La même chose est vraie de saint Augustin. Du Ve au XIXe siècle, combien de générations ont emporté avec elles la pensée de ce maître puissant, et l’ont mêlée, pour ainsi dire, aux événemens de l’histoire ! Théologien, philosophe, moraliste, témoin et acteur dans les luttes de son temps, placé entre le vieux monde qui s’écroule et la société qui se forme, agissant sur l’une et sur l’autre et les peignant toutes deux à la fois, l’évêque d’Hippone, de quelque côté qu’on examine ses œuvres, tient une place immense dans les siècles qui ont suivi le renouvellement du monde. Ni le travail ardent et confus du moyen âge, ni le développement lumineux de la pensée moderne, n’ont échappé à son action. Il est présent au milieu de toutes les batailles de l’esprit. Qu’on traduise exactement ses formules, ou qu’on les défigure, on n’y peut rester indifférent. Il a si bien marqué son empreinte sur le christianisme, que l’interprétation de sa pensée devient aussi importante en maintes occasions que l’interprétation même de l’Évangile. Le moyen âge commente ses paroles, la réforme s’inspire de ses doctrines sur la grâce, le XVIIe siècle devient le plus glorieux de ses disciples, la publication définitive de ses œuvres par les bénédictins (1689-1699) est tout un événement, un événement qui a préoccupé les hommes d’état et qui a mérité d’avoir ses historiens.
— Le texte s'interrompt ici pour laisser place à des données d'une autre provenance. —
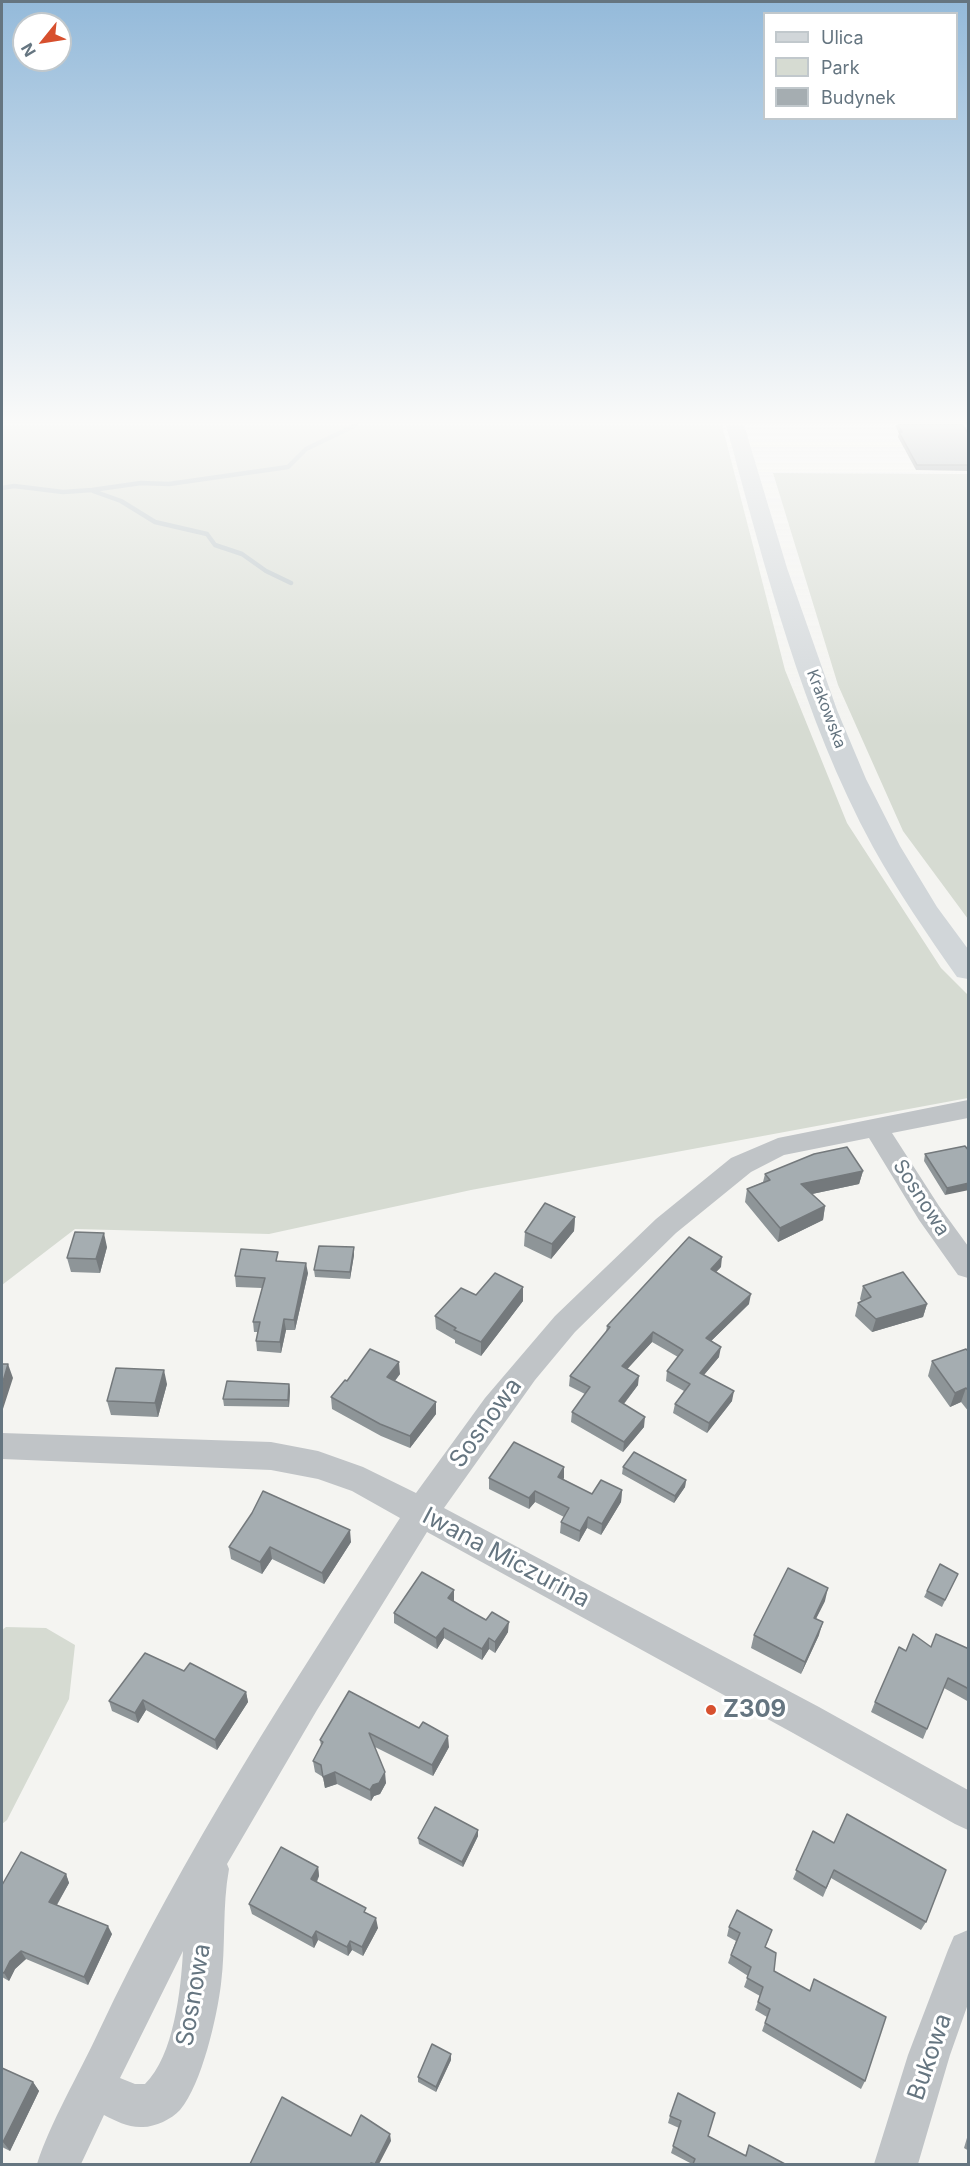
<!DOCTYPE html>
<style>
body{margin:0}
#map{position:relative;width:970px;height:2166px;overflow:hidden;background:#f4f4f1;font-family:Inter,sans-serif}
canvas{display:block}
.frame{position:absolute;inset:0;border:3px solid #657580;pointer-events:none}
.legend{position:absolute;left:763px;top:12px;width:195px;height:108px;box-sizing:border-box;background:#fff;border:2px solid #c1c8cc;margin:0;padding:8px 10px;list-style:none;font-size:18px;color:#657580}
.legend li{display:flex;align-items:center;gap:12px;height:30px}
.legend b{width:30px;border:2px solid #c1c8cc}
.north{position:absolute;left:12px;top:12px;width:60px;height:60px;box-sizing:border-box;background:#fff;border:2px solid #c1c8cc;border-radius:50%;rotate:240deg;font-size:16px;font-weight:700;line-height:24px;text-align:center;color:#657580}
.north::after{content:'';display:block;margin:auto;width:21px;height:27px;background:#d7502e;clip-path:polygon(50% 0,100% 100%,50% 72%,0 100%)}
</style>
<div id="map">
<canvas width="970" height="2166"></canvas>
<div class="frame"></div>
<ul class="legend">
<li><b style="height:8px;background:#d1d6d9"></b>Ulica</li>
<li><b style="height:16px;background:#d6dbd2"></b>Park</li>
<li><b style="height:16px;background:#a5adb1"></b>Budynek</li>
</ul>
<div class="north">N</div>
</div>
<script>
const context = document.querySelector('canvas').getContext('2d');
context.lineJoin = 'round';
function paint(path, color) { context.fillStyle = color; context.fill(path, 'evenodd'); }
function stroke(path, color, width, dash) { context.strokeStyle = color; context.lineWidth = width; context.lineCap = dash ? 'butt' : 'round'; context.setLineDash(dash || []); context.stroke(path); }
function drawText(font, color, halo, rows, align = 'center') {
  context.font = font + ' Inter,sans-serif'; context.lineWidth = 6; context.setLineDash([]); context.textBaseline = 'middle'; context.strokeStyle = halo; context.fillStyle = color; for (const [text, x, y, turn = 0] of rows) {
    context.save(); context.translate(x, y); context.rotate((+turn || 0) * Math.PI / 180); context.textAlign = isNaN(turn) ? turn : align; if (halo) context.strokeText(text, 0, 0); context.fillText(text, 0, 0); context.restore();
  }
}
const green = new Path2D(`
 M2,425h720l63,245 62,153 94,145 27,27v103l-497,92 -202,44 -194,-5 -73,56z
 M773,473l195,1v445l-65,-88 -65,-146z
 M6,1627l40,1 29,17 -6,54 -62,121 -5,4v-194z`);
const stream = new Path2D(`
 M2,488l12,-2 49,6 29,-2 49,-7 28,1 119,-17 18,-18 50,-24
 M93,491l28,10 34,21 52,12 8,11 27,9 24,17 25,12`);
const street = new Path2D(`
 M968,1100v18l-76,15 47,73 29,40v32l-10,-3 -39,-55 -50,-82 -85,17 -33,17 -75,61 -101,99 -40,48 -91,128 375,199 149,83v40l-13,-6 -162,-91 -366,-201 -110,178 -90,154 2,5c-7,38 -3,76 -8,115 -4,33 -19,100 -41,126 -8,9 -25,17 -37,17 -14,1 -27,-6 -39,-12l-23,49h-44c13,-41 42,-90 61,-131 85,-181 194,-348 302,-515l-48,-27 -34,-12 -47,-9 -269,-11v-26l269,9 47,9 45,16 53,26 69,-95 70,-82 101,-97 75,-61 47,-20zM183,1951c-2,38 -9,105 -38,133h-10l-15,-6z
 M968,1930v74l-18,51 -32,109h-44l34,-109 40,-105 6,-14z`);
const primary = new Path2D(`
 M726,425h18l43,143 50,142 29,69 34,67 37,61 31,42v30l-11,-2c-30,-43 -59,-85 -84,-130 -71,-131 -108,-279 -147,-422z`);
const wall = new Path2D(`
 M895,425h68l6,10v36l-53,-1 -18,-33 1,-4z
 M969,1151l-24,44 -21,-34 1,-7z
 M863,1171l-4,13 -47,10 13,12 -2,14 -45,22 -33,-40 2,-13 16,-7 2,-8z
 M575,1217l-1,14 -23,28 -27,-13 1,-14z
 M107,1247l-7,26 -29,-1 -4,-14z
 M354,1247v8l-4,24 -35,-2 -1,-7z
 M279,1261l29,12 -13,57h-9l-5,23 -24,-2 -1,-10 2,-9h-4l-1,-10 9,-34 -26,-1 -1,-11z
 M721,1267l-5,5 33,32 -38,37 8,16 -15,18 28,26 -25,32 -34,-20 2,-9 9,-13 -18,-10 1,-10 11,-14 -26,-15 -25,27 11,16 -14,19 20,23 -21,25 -52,-30 1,-10 13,-18 -16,-8 1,-10 36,-44 1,-6z
 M863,1286l64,18 -4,13 -51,15 -17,-16 3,-13 3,-2 -1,-2z
 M476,1295l47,6 -42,55 -26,-13v-3l-19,-11 -1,-13z
 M969,1352v60l-8,-10 -11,5 -22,-31 4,-15z
 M400,1374l-5,7 41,33 -26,34 -29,-12 -49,-27 -1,-12 16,-16z
 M167,1384l-9,33 -47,-2 -4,-14z
 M289,1384l1,7 -1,16 -65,-1 -1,-7z
 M623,1467l63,13 -1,7 -11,16 -52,-29z
 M489,1478h75l-1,1 29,15 30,-4 -1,12 -20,33 -14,-7 -8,14 -19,-9 1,-11 3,-5 -29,-15 -6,7 -40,-20z
 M351,1542l-27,42 -52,-25 -10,15 -31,-15 -2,-12z
 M958,1574l-16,33 -18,-10 3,-6z
 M454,1590v12l54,30 -13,21 -6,-4 -7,11 -38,-22 -7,11 -43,-26v-10z
 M825,1601l-9,18 3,16 -18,39 -50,-26 3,-13z
 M931,1647l38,2v53l-25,-14 -21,51 -52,-27 4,-10z
 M184,1671l62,21 2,10 -31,48 -71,-40 -8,13 -26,-12 -3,-10z
 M349,1691l100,56 -16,29 -58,-29 11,36 -6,11 -6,2 -3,5 -34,-17 -12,4 -2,-11 -8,-5 -2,-11 8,-15 -1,-6z
 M813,1831l113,91 -5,8 -90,-52 -8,19 -30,-18z
 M478,1836l-15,31 -44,-23 -1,-6z
 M318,1867l1,9 -2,6 50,32 11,14 -15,28 -11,-6 -4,6 -30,-16 -4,8 -62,-34 -3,-10z
 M66,1874l3,9 -12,22 55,29 -24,51 -62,-26 -11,10 -6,12 -7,-4v-92z
 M729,1927l40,12 -4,8 9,24 91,110 -4,8 -99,-58 5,-14 -12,-7 5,-14 -16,-9 4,-11 -20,-13 8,-22 -9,-5z
 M451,2060l-15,32 -18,-10v-5z
 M2,2068l31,14 6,9 -29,60 -8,-4z
 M670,2116l75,40 4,-11 36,19h-93l-21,-11 8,-25 -11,-5z
 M969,2131v20l-5,-3z`);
const shadedWall = new Path2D(`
 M863,1171l-4,13 -61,13 3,-13z
 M969,1183v7l-24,5 2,-7z
 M825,1206l-2,14 -45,22 2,-14z
 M575,1217l-1,14 -23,28 1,-15z
 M104,1233l3,14 -7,26 -4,-14z
 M354,1247v8l-4,24v-7z
 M722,1257l-1,10 -12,12 2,-10z
 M306,1263l2,10 -13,57 -1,-10z
 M523,1287v14l-42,55v-14z
 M751,1294l-2,10 -45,44 2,-10z
 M927,1304l-4,13 -51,15 4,-13z
 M284,1319l2,11 -5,23 -1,-11z
 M653,1332l-1,10 -31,34 1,-10z
 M721,1347l-2,10 -21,25 2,-9z
 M399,1362l1,12 -12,15 -1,-12z
 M8,1364l5,14 -11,34v-27z
 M164,1370l3,14 -9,33 -3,-14z
 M639,1376l-1,9 -20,26 1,-10z
 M289,1384l1,7 -1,16 -1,-7z
 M966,1388l-5,14 -11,5 5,-14z
 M734,1391l-2,10 -25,32 2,-10z
 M436,1402v12l-26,34v-12z
 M645,1417l-1,10 -21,25 1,-10z
 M564,1467v11l-7,10 1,-11z
 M686,1480l-1,7 -11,16 1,-7z
 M622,1490l-1,12 -20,33 1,-11z
 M535,1491v11l-6,7v-11z
 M588,1517l-1,11 -8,14 1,-11z
 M350,1530l1,12 -27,42 -2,-11z
 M270,1547l2,12 -10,15 -2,-12z
 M828,1588l-3,13 -15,29 4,-12z
 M454,1590v11l-5,8 -1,-11z
 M509,1622l-1,10 -13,21v-11z
 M823,1622l-4,13 -18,39 4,-12z
 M444,1628v10l-7,11 -1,-11z
 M489,1638v11l-7,11v-11z
 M246,1692l2,10 -31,48 -2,-10z
 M143,1700l3,10 -8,13 -3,-10z
 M448,1736l1,11 -16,29 -1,-11z
 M335,1772l2,12 -12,4 -2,-11z
 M385,1772l1,11 -6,11 -6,2 -3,5 -1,-11 3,-5z
 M478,1830v6l-15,31 -1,-5z
 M318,1867l1,9 -6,12 -2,-9z
 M66,1874l3,9 -16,28 -4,-9z
 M376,1918l2,10 -15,28 -1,-9z
 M108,1926l4,8 -24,51 -4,-8z
 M316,1931l2,9 -4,8 -2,-10z
 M350,1941l2,9 -4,6 -1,-9z
 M21,1951l5,8 -11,10 -6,12 -5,-8 6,-12z
 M451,2054v6l-15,32v-5z
 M33,2082l6,9 -29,60 -7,-9z
 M390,2134l1,7 -12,23h-4z`);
const building = new Path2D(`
 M898,425h65l6,10v30h-52l-18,-33h3z
 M965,1146l4,5v32l-22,5 -22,-34z
 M847,1147l16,24 -62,13 24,22 -45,22 -33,-39 23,-9 -5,-6 49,-20z
 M545,1203l30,14 -23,27 -27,-12z
 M75,1232l29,1 -8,26 -29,-1z
 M689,1237l33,20 -11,12 40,25 -45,44 15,9 -21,26 34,18 -25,32 -34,-19 15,-20 -23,-13 16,-21 -30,-18 -31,34 17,10 -20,25 26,16 -21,25 -52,-30 18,-25 -20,-11 40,-49 -3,-1z
 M319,1246l35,1 -4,25 -36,-2z
 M241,1249l37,3 -2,9 30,2 -12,57 -10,-1 -4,23 -24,-1 4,-19h-7l12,-44 -30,-2z
 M903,1272l24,32 -51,15 -18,-16 13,-6 -8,-11z
 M495,1273l28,14 -42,55 -27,-12 2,-2 -21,-12 26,-28 15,7z
 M370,1349l29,13 -12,15 49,25 -26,34 -30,-12 -49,-27 14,-17 2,1z
 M966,1349l3,3v39l-3,-3 -11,5 -23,-32z
 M2,1364h6l-6,21z
 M116,1368l48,2 -9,33 -48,-2z
 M227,1381l62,3 -1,16 -65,-1z
 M514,1442l50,25 -6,10 34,17 9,-14 21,10 -20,34 -14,-7 -8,14 -19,-9 8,-14 -34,-17 -6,7 -40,-20z
 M634,1452l52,28 -11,16 -52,-29z
 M263,1491l87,39 -28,43 -52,-26 -10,15 -31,-15 23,-34z
 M940,1564l18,10 -13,26 -18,-9z
 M788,1568l40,20 -14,30 9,4 -18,40 -51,-27z
 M422,1572l32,18 -6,8 22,13 16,9 6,-8 17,10 -14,20 -6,-4 -7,11 -38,-21 -8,10 -42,-25z
 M913,1634l18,13 5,-13 33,15v40l-21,-11 -21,51 -52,-27 24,-55 7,4z
 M145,1653l39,18 6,-8 56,29 -31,48 -72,-40 -8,13 -26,-12z
 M349,1691l70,37 4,-6 25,14 -16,29 -63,-32 16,39 -6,11 -6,2 -3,5 -35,-18 -12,5 -2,-12 -8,-4 10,-19 -3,-2z
 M435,1807l43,23 -16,32 -44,-24z
 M847,1814l99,56 -20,52 -92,-52 -8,18 -30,-18 17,-39 21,12z
 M281,1847l37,20 -7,12 55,29 -2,4 12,6 -14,29 -12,-6 -3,6 -31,-16 -4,7 -63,-34z
 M21,1852l45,22 -17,28 59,24 -24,51 -63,-26 -11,10 -6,12 -2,-1v-87z
 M737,1910l35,20 -7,17 11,6 -2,18 36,20 4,-12 72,38 -21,64 -100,-58 5,-14 -12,-7 5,-15 -16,-9 4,-11 -20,-12 9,-22 -11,-6z
 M432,2044l19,10 -15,33 -18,-10z
 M2,2068l31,14 -30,60 -1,-1z
 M678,2093l37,20 -7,23 38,20 3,-11 36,19h-92l2,-5 -22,-13 8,-25 -11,-5z
 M282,2097l69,39 10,-21 29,19 -15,30 -4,-1 -1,1h-120z`);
const markers = [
 [711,1710,6,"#d7502e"]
];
const farStreetnames = [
 ["Krakowska",826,709,69]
];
const streetNames = [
 ["Sosnowa",921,1198,57]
];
const nearStreetnames = [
 ["Sosnowa",486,1423,-54],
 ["Iwana Miczurina",506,1558,28],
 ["Sosnowa",194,1995,-80],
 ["Bukowa",930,2057,-71]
];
const nearPoinames = [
 ["Z309",723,1710]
];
paint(green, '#d6dbd2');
stroke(stream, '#b7c2c6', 4.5);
paint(street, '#c0c4c7');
paint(primary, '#d1d6d9');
paint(wall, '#8e9598');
paint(shadedWall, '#74797c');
paint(building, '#a5adb1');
stroke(building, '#74797c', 1.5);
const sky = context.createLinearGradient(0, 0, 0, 728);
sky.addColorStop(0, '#94bada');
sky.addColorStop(0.58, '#fafaf9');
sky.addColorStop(1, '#fafaf900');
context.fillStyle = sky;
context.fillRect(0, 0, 970, 728);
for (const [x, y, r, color] of markers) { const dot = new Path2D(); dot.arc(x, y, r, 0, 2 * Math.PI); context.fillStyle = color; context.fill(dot); stroke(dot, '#fff', 2); }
drawText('16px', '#657580', '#fff', farStreetnames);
drawText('20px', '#657580', '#fff', streetNames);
drawText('24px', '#657580', '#fff', nearStreetnames);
drawText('bold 24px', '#657580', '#fff', nearPoinames, 'left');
</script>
En un mot, la pensée de saint Augustin, pendant une période de plus de mille années, est comme la substance de la littérature chrétienne, et dans les camps les plus divers, dans les églises rivales, dans les rangs mêmes de la philosophie et des lettres, elle peut compter avec orgueil toute une lignée d’esprits sublimes dont elle a soutenu l’essor vers les hauteurs,

Centum complexa nepotes,
Omnes cœlicolas, omnes supera alta tenentes.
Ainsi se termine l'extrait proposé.